Jean Stafford American Literature Analysis
Stafford’s fictional world is one of loneliness, isolation, and alienation. For one reason or another, her protagonists are separated from other individuals or from their society as a whole. Even though they are often powerless to transcend their situation, their detachment makes these characters excellent observers. It is through their eyes that Stafford tells her stories.
Some of Stafford’s most appealing protagonists are imaginative, rebellious children. In “Bad Characters” (1954), Emily Vanderpool becomes fascinated by a young thief and, with her, embarks on a brief but exciting crime spree. In “A Reading Problem” (1956), the same protagonist gets involved with a traveling evangelist, again with hilarious results. In such stories, however, the protagonists face nothing worse than a scolding from their parents. There is no danger that society will actually expel them.

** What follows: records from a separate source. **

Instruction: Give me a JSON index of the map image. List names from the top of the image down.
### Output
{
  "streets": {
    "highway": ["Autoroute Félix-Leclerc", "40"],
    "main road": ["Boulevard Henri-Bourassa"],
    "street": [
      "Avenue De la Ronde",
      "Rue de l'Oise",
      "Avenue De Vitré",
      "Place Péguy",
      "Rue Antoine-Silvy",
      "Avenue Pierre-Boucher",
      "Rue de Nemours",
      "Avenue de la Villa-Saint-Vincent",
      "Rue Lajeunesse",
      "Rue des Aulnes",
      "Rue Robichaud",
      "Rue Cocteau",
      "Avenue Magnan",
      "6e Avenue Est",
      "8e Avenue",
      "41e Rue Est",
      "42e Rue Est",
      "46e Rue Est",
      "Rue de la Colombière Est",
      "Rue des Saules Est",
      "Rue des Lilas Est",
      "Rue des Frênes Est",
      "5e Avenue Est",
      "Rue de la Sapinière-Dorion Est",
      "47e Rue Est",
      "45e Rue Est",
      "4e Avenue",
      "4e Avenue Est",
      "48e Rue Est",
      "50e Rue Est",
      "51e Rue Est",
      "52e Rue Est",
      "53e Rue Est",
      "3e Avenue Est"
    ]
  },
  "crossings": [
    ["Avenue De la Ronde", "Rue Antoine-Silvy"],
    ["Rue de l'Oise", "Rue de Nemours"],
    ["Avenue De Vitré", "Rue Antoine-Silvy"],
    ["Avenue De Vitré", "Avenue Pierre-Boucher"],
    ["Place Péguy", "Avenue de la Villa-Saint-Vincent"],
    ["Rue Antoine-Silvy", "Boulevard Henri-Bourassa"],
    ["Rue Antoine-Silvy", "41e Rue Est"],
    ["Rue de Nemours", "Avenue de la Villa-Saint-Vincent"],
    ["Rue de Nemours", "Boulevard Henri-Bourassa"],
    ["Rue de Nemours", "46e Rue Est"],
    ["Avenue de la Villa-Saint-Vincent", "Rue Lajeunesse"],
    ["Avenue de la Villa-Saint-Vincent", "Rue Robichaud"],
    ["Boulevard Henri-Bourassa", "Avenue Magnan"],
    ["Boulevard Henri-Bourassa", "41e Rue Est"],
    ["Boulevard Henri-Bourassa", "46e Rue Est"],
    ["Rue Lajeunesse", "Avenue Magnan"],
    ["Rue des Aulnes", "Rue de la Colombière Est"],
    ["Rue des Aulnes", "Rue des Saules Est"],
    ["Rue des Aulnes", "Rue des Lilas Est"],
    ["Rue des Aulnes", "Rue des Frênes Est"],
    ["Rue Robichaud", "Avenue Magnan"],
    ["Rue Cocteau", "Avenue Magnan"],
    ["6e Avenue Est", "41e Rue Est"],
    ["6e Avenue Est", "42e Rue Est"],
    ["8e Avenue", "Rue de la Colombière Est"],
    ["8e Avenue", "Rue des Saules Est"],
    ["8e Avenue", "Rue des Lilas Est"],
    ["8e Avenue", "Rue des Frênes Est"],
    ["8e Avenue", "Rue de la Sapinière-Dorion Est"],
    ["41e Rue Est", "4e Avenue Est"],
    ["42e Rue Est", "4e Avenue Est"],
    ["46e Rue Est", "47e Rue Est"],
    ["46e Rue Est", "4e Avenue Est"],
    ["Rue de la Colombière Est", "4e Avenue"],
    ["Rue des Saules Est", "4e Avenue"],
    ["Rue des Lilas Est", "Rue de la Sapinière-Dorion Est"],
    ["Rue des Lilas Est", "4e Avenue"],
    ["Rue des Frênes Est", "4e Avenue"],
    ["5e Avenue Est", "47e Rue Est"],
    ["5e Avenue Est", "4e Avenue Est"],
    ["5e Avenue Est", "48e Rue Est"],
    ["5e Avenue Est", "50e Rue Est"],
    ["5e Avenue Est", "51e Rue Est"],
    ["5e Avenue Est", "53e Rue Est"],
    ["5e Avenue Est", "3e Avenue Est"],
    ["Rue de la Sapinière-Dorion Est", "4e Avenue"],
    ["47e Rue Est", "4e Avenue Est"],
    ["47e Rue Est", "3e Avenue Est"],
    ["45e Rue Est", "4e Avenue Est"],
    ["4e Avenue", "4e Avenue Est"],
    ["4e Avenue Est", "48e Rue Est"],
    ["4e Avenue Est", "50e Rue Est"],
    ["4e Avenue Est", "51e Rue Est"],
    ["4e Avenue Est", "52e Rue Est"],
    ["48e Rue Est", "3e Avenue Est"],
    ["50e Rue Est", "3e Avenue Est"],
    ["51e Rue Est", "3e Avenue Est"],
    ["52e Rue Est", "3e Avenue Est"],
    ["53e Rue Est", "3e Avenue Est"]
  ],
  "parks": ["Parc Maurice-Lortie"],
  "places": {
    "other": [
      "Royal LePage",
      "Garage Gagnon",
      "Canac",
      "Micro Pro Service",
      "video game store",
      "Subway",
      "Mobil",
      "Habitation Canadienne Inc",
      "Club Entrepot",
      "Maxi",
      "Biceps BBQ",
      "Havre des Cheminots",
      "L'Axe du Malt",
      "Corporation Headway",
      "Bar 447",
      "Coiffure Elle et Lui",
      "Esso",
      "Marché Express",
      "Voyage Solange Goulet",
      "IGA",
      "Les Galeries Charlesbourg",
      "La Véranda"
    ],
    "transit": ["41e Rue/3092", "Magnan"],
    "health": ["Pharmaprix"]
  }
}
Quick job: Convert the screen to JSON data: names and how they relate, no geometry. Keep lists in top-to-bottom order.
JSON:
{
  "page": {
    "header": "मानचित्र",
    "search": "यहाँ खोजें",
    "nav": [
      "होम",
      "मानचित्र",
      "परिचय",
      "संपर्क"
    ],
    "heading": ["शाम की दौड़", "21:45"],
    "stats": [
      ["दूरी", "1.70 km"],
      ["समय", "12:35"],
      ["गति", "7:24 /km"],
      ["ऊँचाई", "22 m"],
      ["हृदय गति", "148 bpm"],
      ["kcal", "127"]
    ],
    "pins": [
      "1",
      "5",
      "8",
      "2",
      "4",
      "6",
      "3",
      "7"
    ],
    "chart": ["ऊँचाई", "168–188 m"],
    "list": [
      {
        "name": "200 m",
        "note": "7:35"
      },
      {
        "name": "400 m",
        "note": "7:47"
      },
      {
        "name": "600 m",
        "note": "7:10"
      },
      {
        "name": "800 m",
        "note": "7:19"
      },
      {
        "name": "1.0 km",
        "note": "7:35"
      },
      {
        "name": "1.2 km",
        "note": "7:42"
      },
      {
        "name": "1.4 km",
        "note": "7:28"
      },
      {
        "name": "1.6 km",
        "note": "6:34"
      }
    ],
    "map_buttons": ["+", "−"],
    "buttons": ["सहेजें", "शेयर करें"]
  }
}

Some of Stafford’s adults, too, manage to transcend the problem of alienation from society. In “Maggie Meriwether’s Rich Experience” (1955), for example, an American girl who has been humiliated by a group of sophisticates at a French country house transcends her embarrassment by dramatizing it for American friends, thus making it truly “rich,” or funny. Similarly, in “Polite Conversation” (1949), Margaret Heath and her husband, both of whom are working writers, risk losing only their time and their privacy when local organizers try to incorporate...
(The entire section is 2886 words.)
Want to Read More?
Subscribe now to read the rest of Jean Stafford Critical Essays. Plus get complete access to 30,000+ study guides!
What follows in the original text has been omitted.